The government is unlikely to introduce statutory regulation of fundraising, but the possibility is not "off the table", according to Ben Harrison, policy manager at the Office for Civil Society.
Addressing a Westminster Social Policy Forum seminar in London today, Harrison also pointed out that there was no prospect of a new definition of public benefit.
The Fundraising Standards Board regulates its member organisations in cooperation with the Institute of Fundraising. The Public Fundraising Regulatory Association, another self-regulatory body, oversees street and doorstep direct-debit fundraising.
Harrison said that although statutory regulation was not off the table, it was not the government’s preference.
Speaking at the same event, Bernard Jenkin, Conservative MP for Harwich and North Essex and chair of the Public Administration Select Committee, said: "Everyone seems to agree that self-regulation is preferable to statutory regulation, but nobody seems prepared to take it off the table."
Representatives from the FRSB and the IoF also addressed the event, and spoke in support of self-regulation.
"I think the more we can show that charities are being proactive, the better," said Daniel Fluskey, head of policy and research at the IoF. "We need to balance appropriately the rights of the members of the public with the right of charities to ask for money."
However, a conference delegate pointed out that there was one element of fundraising that is regulated by legislation – the local authority licensing of where and when charities may fundraise – but that this was complicated by the fact that different authorities had very different interpretations of the law.

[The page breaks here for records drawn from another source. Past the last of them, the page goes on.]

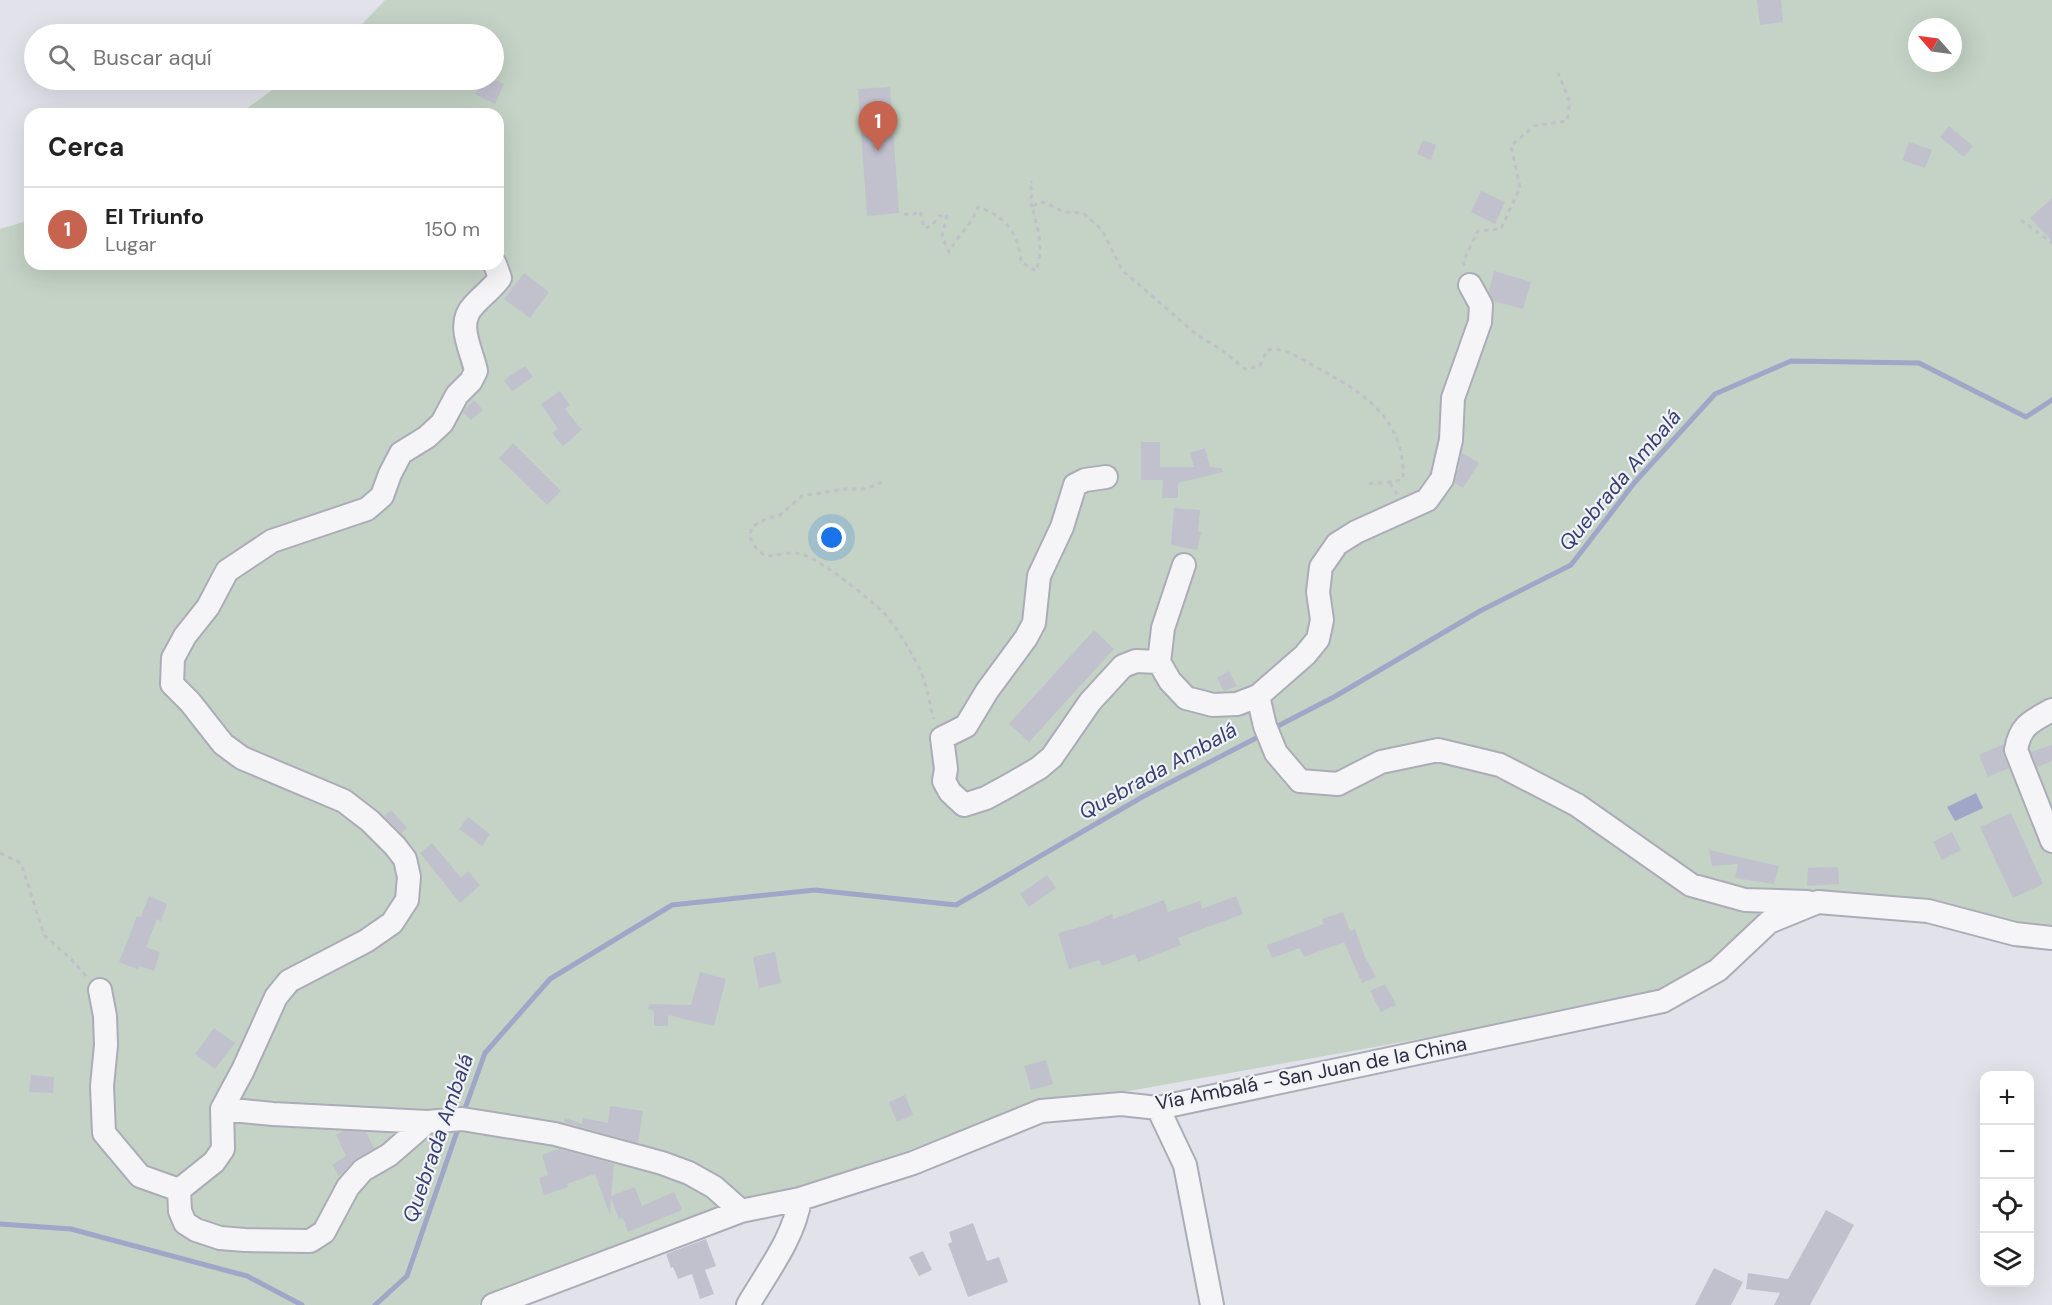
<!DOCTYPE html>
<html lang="es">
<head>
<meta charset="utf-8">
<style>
  :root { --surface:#fff; --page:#f2f2f2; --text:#222; --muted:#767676; --line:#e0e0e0; --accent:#c7644f }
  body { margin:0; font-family:"DM Sans",sans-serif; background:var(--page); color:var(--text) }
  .controls { position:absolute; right:18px; bottom:18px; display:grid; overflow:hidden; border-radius:12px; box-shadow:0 6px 24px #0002 }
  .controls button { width:54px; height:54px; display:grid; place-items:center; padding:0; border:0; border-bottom:2px solid var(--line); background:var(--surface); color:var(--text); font:30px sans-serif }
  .compass { position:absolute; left:1908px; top:18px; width:54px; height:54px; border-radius:50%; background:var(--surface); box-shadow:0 6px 24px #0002; rotate:298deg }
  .you { position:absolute; left:832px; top:538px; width:21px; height:21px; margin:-15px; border:4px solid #fff; border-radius:50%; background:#1a73e8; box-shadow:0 0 0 9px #1a73e833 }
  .badge { display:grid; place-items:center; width:39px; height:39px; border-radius:50%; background:var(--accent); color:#fff; font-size:20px; font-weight:700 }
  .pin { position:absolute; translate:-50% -50px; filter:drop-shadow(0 2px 3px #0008) }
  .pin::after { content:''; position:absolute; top:32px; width:21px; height:18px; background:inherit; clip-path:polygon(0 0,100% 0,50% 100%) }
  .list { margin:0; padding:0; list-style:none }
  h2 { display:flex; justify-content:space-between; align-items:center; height:78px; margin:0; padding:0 24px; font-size:26px }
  h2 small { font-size:20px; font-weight:400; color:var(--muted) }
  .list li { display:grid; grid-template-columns:39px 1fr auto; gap:18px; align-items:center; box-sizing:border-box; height:84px; padding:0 24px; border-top:2px solid var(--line) }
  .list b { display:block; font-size:22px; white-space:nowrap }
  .list p { margin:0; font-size:20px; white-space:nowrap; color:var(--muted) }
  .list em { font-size:20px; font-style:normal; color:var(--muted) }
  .icon { flex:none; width:33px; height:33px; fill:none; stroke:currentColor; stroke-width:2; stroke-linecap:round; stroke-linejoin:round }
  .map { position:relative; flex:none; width:2052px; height:1305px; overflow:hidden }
  .search { position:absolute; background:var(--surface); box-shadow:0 6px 24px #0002; left:24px; top:24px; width:480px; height:66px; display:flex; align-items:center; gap:15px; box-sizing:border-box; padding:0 21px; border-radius:33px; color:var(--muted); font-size:22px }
  .panel { position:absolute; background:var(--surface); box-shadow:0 6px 24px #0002; left:24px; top:108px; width:480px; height:162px; border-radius:18px }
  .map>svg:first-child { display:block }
  .green { fill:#c4d3c5; fill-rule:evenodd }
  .water { fill:#a0a6c8 }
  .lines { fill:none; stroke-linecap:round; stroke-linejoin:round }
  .stream { stroke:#a0a6c8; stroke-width:5 }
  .building { fill:#c0c1cd }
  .minor-casing { stroke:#abacb7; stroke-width:26 }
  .path { stroke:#c0c1c8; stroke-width:3; stroke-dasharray:4.5 4.5; stroke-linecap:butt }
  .minor { stroke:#f5f5f8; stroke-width:22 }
  .labels { text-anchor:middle; stroke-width:4.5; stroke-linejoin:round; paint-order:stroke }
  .street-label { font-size:20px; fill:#2b2c41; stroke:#f2f3f7 }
  .water-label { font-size:21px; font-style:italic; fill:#373f73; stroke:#f2f3f7 }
</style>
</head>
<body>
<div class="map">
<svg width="2052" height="1305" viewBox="0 0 2052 1305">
  <rect width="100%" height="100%" fill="#e2e3ea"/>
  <path class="green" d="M385,0H2052V938L1818,902L1661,996L1039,1107L801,1186L478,1305H0V229L30,220V264H498V114H239L286,80H494V34H347L363,23ZM1917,27H1953V63H1917Z"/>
  <path class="water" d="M1976,793L1983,808L1955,821L1947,807Z"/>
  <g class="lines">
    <path class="stream" d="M1272,729L1334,697L1480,611L1571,565L1635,482L1715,394L1791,361L1919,363L2026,417L2052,400
      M463,1114L485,1053L550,979L672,905L815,890L956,905L1144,796L1262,735
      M0,1224L71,1229L247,1276L302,1305
      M375,1305L407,1276L459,1126"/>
  </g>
  <path class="building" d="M1757,0H1781L1783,22L1760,25Z
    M482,80H495L504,84L495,104L475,94Z
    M890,87L899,213L867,216L858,89Z
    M1949,126L1973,146L1964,157L1940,137Z
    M1423,140L1436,145L1431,160L1417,154Z
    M1909,142L1932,150L1925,168L1902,160Z
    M1481,191L1505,202L1495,224L1471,212Z
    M2052,198V241L2030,218Z
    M1494,271L1531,282L1523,309L1493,301L1489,291Z
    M524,273L549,292L530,318L504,299Z
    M525,366L533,377L512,391L504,380Z
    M560,391L570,405L565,409L582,430L563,446L552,433L558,429L541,404Z
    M474,400L483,410L471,420L463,412Z
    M1141,442H1160V467H1194L1190,453L1205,448L1210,467L1222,468L1223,472L1178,483V498H1162L1163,480H1141Z
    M513,443L561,491L547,505L499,458Z
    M1462,453L1479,463L1463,488L1455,483Z
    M1174,508L1200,510L1198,531L1201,532L1197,550L1171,545Z
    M1094,630L1114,649L1029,742L1009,724Z
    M1229,671L1237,686L1224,691L1217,678Z
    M2004,744L2003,754L2009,768L1988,777L1979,755Z
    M2052,745V761L2037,767L2031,752Z
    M391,810L407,828L401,833L384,816Z
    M2011,813L2043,884L2013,898L1980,827Z
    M468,817L490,834L482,846L459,829Z
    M1952,832L1961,850L1942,860L1933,842Z
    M432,843L461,878L468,871L480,885L460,903L420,853Z
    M1709,850L1779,866L1774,884L1735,878L1738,864L1712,866Z
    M1838,867L1839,884L1807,886L1808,868Z
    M1047,875L1056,888L1029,907L1020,894Z
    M149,896L167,904L161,921L157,919L146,947L160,952L154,971L139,966L137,969L119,962L137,916L141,917Z
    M1236,896L1243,914L1178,938L1181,945L1138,962L1135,954L1102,966L1099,960L1069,969L1058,933L1087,925L1112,914L1113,919L1164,900L1168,912L1200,901L1202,909Z
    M1343,912L1350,931L1355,929L1364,955L1376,977L1362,983L1344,942L1304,957L1300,948L1272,958L1267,945L1324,924L1322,919Z
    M775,952L781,983L759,988L753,957Z
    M700,972L726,979L714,1026L668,1015V1026H654V1011L648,1009L649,1004L691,1005Z
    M1385,984L1396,1005L1381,1012L1370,991Z
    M214,1028L235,1043L215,1069L195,1054Z
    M1046,1060L1053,1084L1031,1090L1024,1066Z
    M31,1075L54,1077L53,1093L29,1092Z
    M905,1095L913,1115L897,1122L889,1102Z
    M610,1106L643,1111L638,1143L564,1122L565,1118L582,1124L583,1118L608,1123Z
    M343,1131L366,1132L374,1148L356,1159L339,1176L332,1165L346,1156L336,1135Z
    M559,1149L614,1164L611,1196L635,1187L642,1206L674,1192L682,1210L628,1232L623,1218L619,1219L611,1198L610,1215L595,1174L567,1184L568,1187L544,1195L539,1178L548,1175L542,1155Z
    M1826,1210L1854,1225L1810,1305H1774L1780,1293L1746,1289L1748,1273L1788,1279Z
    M973,1223L987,1261L999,1257L1008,1282L968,1297L948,1244L952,1242L949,1232Z
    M706,1239L716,1266L705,1270L714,1294L700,1299L692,1274L678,1279L673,1267L671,1268L666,1254Z
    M923,1251L932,1270L919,1276L909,1257Z
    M1714,1268L1743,1282L1731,1305H1695Z"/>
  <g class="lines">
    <defs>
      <path id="minor" d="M1106,477L1085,480L1075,485L1062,527L1039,576L1034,623L1026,638L987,691L966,726L942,738L946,769L944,781L950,792L964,805L986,798L1008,786L1039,768L1052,757L1090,702L1123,666L1136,661L1159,662
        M1184,565L1163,628L1159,662L1170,681L1186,698L1213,705L1237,704L1258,696L1305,655L1318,639L1322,620L1318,592L1321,567L1337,544L1356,532L1427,500L1442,479L1451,440L1453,398L1480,322L1481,305L1470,285
        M1258,696L1265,726L1276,753L1300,781L1338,784L1381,762L1438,750L1500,765L1577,805L1691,885L1745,900L1807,902
        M2052,710C2032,721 2020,725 2016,750L2052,841
        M100,990L105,1016L106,1045L102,1086L104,1133L140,1176L179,1190
        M1158,1108L1185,1165L1212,1305
        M222,1109L273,1114L427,1122L462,1119L555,1134L662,1163L689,1173L714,1187L741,1211
        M427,1122L389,1155L363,1170L348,1187L324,1232L310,1241L245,1240L220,1238L196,1230L185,1223L180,1211L179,1190L214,1162L223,1149L222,1109L243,1070L276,997L289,981L366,941L392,923L407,900L409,877L405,859L395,846L370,821L344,801L242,758L223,744L190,702L172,684L173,658L185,636L208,607L227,571L272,541L367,509L382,496L390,474L401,453L427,437L442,423L457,395L471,381L476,371C472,350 455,324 474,305C483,295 492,289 500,278L495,264
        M493,1305L741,1211L800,1199L913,1163L1041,1111L1121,1104L1158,1108L1663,1001L1718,970L1769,922L1818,902L1928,911L2015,934L2052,938
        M748,1305C767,1272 794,1238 800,1199"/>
    </defs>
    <use href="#minor" class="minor-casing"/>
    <path class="path" d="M1032,207L1030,199L1033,193L1029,184L1032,182
      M904,214L912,215L920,211L924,228L932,226L939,216L947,215L942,237L949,252C959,233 970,228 978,207C1005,216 1019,233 1021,262L1036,271C1044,249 1038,228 1032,207L1039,202L1046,203L1064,212L1083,213L1102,230L1122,270L1197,335L1222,350L1245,369L1260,366L1267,350C1282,346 1300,358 1314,366C1361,391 1406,418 1403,479C1391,483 1378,483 1367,484
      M2021,220L2052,243
      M1465,266L1463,262L1478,231L1501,229L1520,187L1511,146L1534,126L1567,121L1570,102L1558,73
      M882,482L866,489H845L802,496L780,515L768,518L753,526L749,536C766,572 778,546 804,555C826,564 865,595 883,612C894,623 916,659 922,675C928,689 929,705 934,719
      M1390,483L1397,494
      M0,853L21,863L44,935L70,958L86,976"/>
    <use href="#minor" class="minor"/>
  </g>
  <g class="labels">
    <g class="street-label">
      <text transform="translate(1311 1073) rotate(-11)" y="7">Vía Ambalá - San Juan de la China</text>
    </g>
    <g class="water-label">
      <text transform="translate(1620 480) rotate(-50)" y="7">Quebrada Ambalá</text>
      <text transform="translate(1158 771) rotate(-29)" y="7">Quebrada Ambalá</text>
      <text transform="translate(438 1138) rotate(-71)" y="7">Quebrada Ambalá</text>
    </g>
  </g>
</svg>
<div class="controls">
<button>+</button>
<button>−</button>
<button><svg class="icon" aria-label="locate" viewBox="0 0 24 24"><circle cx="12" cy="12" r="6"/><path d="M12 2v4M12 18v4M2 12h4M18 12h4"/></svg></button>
<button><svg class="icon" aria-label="layers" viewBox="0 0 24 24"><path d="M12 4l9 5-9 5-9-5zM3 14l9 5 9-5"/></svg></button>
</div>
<svg class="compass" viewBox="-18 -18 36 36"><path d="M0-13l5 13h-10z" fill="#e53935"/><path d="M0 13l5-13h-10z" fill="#767676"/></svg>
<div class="you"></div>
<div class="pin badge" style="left:878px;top:151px">1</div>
<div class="search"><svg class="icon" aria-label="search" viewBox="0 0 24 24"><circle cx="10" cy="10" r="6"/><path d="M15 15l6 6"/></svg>Buscar aquí</div>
<section class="panel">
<h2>Cerca<small></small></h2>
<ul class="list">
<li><span class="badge">1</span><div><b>El Triunfo</b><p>Lugar</p></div><em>150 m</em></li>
</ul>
</section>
</div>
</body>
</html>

Alistair McLean, chief executive of the FRSB, said in response that it might be possible for a self-regulatory scheme to replace part of the licensing regime.
Harrison said this was a "very hard nut to crack. There is a difficult balance between giving local authorities control over their own areas and giving consistency to people who fundraise in a number of areas."
Harrison told delegates that there was no chance of a new definition of public benefit. "On public benefit, we continue to support our evolutionary casework approach," he said. This meant, he said, that the definition was understood through previous legal decisions by the Charity Commission rather than being explicitly stated.
The government, said Harrison, might return in the future to consider charging charities to register with the commission. "We've ruled out charging fees for now, but we can't in the long term," he said.
Jenkin said he was concerned about the possibility of introducing fees, suggesting it would be perverse to charge money for organisations to become eligible for tax reliefs.